ABSTRACT

This chapter focuses on the implications of learning to learn on the roles of learners and educators, drawing on two projects in the field of European non-formal educational programmes. Learners have to take new roles and develop new competences involving planning learning, learning with others, and reflection on the learning outcomes and process. This is a quite challenging step for many adult learners. Often their experience in traditional education leaves them with a negative perception of learning and a negative image of themselves as learners. To (re)gain the confidence in your own ability to become an independent learner takes time, reflection, and the support of others. The main challenge for educators is having the belief and trust that learners are best placed to know their own learning needs, and being able to facilitate the path that the learner has chosen. Creating a good social climate and the ability to support the individual learning process of learners are, among others, crucial roles for the ‘new’ facilitator. Still many new challenges are ahead of us when it comes to learning and supporting learners in the future. The real sea change will be the shift from an educational system that has as its main objective the transmission of knowledge and skills within a given time-frame into a system that is able to facilitate the generation and development of self-directed learners.
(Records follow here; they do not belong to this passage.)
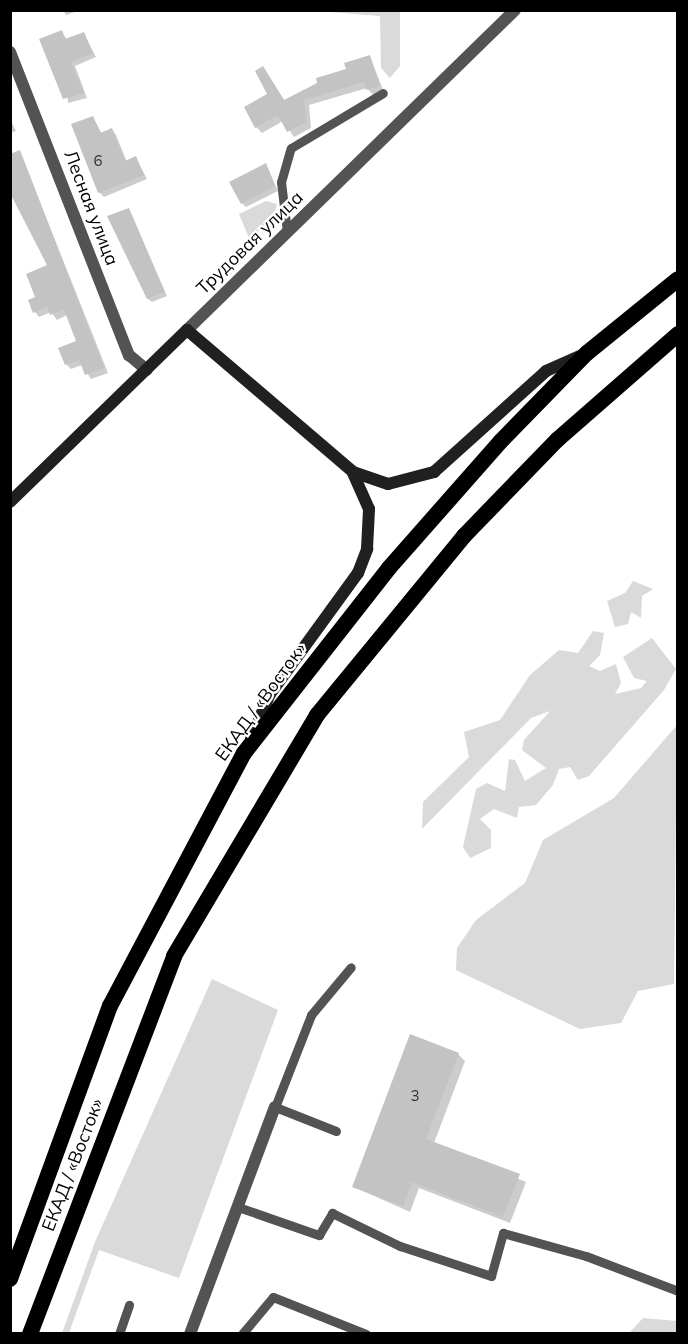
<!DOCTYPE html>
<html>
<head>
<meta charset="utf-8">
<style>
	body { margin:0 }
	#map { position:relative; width:688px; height:1344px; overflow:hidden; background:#fff; font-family:Mulish,sans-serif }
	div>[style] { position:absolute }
	.green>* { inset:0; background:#dadada }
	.shadow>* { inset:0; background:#0003 }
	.building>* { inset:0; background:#c3c3c3 }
	.service>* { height:9px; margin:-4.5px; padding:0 4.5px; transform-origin:4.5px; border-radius:4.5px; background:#535353 }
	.minor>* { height:12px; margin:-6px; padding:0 6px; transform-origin:6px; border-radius:6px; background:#535353 }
	.secondary>* { height:12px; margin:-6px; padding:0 6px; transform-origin:6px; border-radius:6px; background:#202020 }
	.trunk>* { height:16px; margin:-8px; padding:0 8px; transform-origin:8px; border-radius:8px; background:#000 }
	span { translate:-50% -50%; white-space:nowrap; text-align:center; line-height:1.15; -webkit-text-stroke:4.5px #fff; paint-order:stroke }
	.number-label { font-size:15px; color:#313131 }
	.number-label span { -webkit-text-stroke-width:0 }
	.street-label { font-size:18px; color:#000 }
	.frame { position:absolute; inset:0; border:12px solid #000; pointer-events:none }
</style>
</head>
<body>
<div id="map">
	<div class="green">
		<div style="clip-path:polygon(317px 11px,400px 11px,400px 66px,390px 78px,381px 68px,380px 16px)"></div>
		<div style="clip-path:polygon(266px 201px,277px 204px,273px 220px,249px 238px,239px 214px)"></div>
		<div style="clip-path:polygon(633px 581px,653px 589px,642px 596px,641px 618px,631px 612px,628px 624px,615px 627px,607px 601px,625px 593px)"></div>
		<div style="clip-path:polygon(593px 631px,604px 633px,600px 655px,589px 666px,600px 671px,616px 664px,621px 683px,615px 694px,641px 688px,647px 681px,634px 678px,623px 657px,652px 638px,676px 669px,664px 690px,589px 776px,578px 780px,570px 767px,559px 769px,553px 785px,536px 805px,519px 807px,517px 818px,494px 809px,480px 819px,491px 830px,491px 848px,470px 858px,463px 847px,476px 789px,487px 783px,505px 791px,509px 759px,515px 760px,525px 781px,546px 768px,522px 750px,524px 740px,550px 711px,531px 718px,422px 829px,423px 802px,469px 757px,464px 732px,500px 720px,530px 675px,559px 650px,578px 653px)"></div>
		<div style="clip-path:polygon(677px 725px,674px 984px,638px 991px,621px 1023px,580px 1029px,456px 970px,457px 948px,476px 920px,525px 883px,543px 840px,614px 798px)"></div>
		<div style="clip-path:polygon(212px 979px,278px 1010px,179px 1278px,99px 1250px,69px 1333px,62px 1333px,95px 1242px)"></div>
		<div style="clip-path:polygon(643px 1318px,677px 1321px,677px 1333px,629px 1333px)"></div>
	</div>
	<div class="shadow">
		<div style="clip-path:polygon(63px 10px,74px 10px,75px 12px,66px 15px)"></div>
		<div style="clip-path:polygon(62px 32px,67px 40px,84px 34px,96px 57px,75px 66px,87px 98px,68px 103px)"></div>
		<div style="clip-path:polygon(370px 57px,384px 92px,373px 95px,367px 88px,309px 105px,311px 128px,294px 137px,283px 121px,262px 133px,256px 127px,269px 95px,263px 68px,285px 101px)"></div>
		<div style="clip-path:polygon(93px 117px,102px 134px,112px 130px,116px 135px,127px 162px,136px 158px,147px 179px,104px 197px,99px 192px)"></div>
		<div style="clip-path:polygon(10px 119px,16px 131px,10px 133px)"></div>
		<div style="clip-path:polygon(20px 152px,108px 373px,91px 379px,82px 365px,71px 369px,66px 364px,78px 342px,67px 315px,57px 320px,51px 312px,39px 317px,35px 312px,49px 266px)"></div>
		<div style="clip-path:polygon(266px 164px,278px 191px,246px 207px,242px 203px)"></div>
		<div style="clip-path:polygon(128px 209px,167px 296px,152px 302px,148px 299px)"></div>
		<div style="clip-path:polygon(458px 1054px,465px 1061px,434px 1143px,526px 1182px,510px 1223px,419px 1188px,410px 1212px,354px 1187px)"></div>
	</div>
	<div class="building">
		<div style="clip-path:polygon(62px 30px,65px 39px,84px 32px,93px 53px,71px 62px,84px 93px,63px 99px,39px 39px)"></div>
		<div style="clip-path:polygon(370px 55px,380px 86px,366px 90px,364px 82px,304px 100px,306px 122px,287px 132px,278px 115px,255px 128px,244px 107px,267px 94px,255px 71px,263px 66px,284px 100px,317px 83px,316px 78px,346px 69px,344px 63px)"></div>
		<div style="clip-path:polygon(93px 116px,100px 133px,112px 128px,125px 161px,136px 156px,144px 175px,98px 193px,71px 124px)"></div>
		<div style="clip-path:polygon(20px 150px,104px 368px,85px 375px,79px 360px,65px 365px,58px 348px,76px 341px,64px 310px,50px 315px,47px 307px,33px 313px,28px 300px,35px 297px,26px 274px,47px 265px,10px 193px,10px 154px)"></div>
		<div style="clip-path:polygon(266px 163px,275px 186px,241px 204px,229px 182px)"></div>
		<div style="clip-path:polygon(129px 208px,165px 292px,147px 299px,107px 216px)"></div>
		<div style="clip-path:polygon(410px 1034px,459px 1053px,426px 1139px,520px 1174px,503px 1217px,412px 1182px,403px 1206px,352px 1187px)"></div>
	</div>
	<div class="service">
		<div style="left:287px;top:232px;width:50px;rotate:-96.8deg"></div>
		<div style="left:281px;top:182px;width:35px;rotate:-74deg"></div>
		<div style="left:291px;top:148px;width:107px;rotate:-30.9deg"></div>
		<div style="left:336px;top:1131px;width:66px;rotate:-158.5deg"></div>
		<div style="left:275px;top:1107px;width:99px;rotate:-68.6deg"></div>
		<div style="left:311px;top:1015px;width:62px;rotate:-50.2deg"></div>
		<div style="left:238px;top:1207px;width:86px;rotate:19.1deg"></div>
		<div style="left:319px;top:1235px;width:26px;rotate:-59deg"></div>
		<div style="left:332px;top:1213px;width:76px;rotate:25.9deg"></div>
		<div style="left:400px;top:1246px;width:96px;rotate:18.2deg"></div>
		<div style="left:491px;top:1276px;width:45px;rotate:-74.4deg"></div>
		<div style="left:503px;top:1233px;width:86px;rotate:15.5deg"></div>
		<div style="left:586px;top:1256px;width:98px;rotate:20.8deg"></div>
		<div style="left:119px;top:1334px;width:31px;rotate:-71deg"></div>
		<div style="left:242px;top:1334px;width:48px;rotate:-50deg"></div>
		<div style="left:273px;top:1297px;width:100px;rotate:21.7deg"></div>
	</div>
	<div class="minor">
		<div style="left:10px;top:52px;width:326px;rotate:68.6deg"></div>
		<div style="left:129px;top:355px;width:23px;rotate:40deg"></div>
		<div style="left:187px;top:330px;width:458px;rotate:-44.3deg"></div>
		<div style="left:190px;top:1334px;width:242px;rotate:-69.5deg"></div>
	</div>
	<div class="secondary">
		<div style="left:10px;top:502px;width:247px;rotate:-44.2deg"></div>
		<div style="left:187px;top:330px;width:218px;rotate:40.5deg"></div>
		<div style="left:353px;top:472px;width:37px;rotate:19deg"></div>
		<div style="left:388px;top:484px;width:48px;rotate:-14.6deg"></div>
		<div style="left:434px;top:472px;width:151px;rotate:-42deg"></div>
		<div style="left:546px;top:371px;width:37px;rotate:-24deg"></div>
		<div style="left:251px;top:738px;width:48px;rotate:-66.6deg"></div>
		<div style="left:270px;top:694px;width:150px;rotate:-54deg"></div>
		<div style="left:358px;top:573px;width:26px;rotate:-69deg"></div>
		<div style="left:367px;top:549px;width:40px;rotate:-87.1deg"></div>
		<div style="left:369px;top:509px;width:39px;rotate:-114deg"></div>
	</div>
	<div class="trunk">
		<div style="left:10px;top:1279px;width:291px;rotate:-69.9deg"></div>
		<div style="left:110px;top:1006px;width:286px;rotate:-62.1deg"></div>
		<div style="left:244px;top:753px;width:235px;rotate:-51.9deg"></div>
		<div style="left:389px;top:568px;width:168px;rotate:-48.6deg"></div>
		<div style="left:500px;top:442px;width:124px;rotate:-45.7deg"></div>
		<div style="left:587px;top:353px;width:117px;rotate:-39.1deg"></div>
		<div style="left:30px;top:1334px;width:404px;rotate:-69.1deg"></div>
		<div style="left:174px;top:956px;width:280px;rotate:-59.3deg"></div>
		<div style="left:317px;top:715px;width:232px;rotate:-50.6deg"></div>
		<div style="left:464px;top:536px;width:134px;rotate:-45.9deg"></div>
		<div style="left:557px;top:440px;width:161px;rotate:-41.2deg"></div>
	</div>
	<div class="number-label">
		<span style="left:98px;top:161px">6</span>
		<span style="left:415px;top:1096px">3</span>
	</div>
	<div class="street-label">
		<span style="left:91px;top:208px;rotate:69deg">Лесная улица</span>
		<span style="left:250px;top:243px;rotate:-44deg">Трудовая улица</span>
		<span style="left:261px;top:702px;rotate:-54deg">ЕКАД / «Восток»</span>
		<span style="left:73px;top:1165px;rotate:-69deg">ЕКАД / «Восток»</span>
	</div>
	<div class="frame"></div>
</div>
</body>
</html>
Learning to learn has profound implications for the role and competences of both learners and educators. This chapter focuses on the crucial aspects of this change of roles in which responsibility for what is learned and how it is learned is progressively handed over to the learner. It draws on two projects in the field of European non-formal educational programmes for adult education and youth work. A European network of seven organizations undertook the Learning to Learn research and practice project to collaborate, to develop, implement, and analyse innovative approaches to teaching and learning in the field of non-formal adult education to help support learners in planning, organizing, implementing, and assessing their own learning. The other project is the Training of Trainers for European Youth in Action Projects. The findings emerging from these projects identified four main fields of competence: Awareness of self as a learner, Organizing and planning ones learning, Learning with others, Reflection, reviewing, and self-assessment.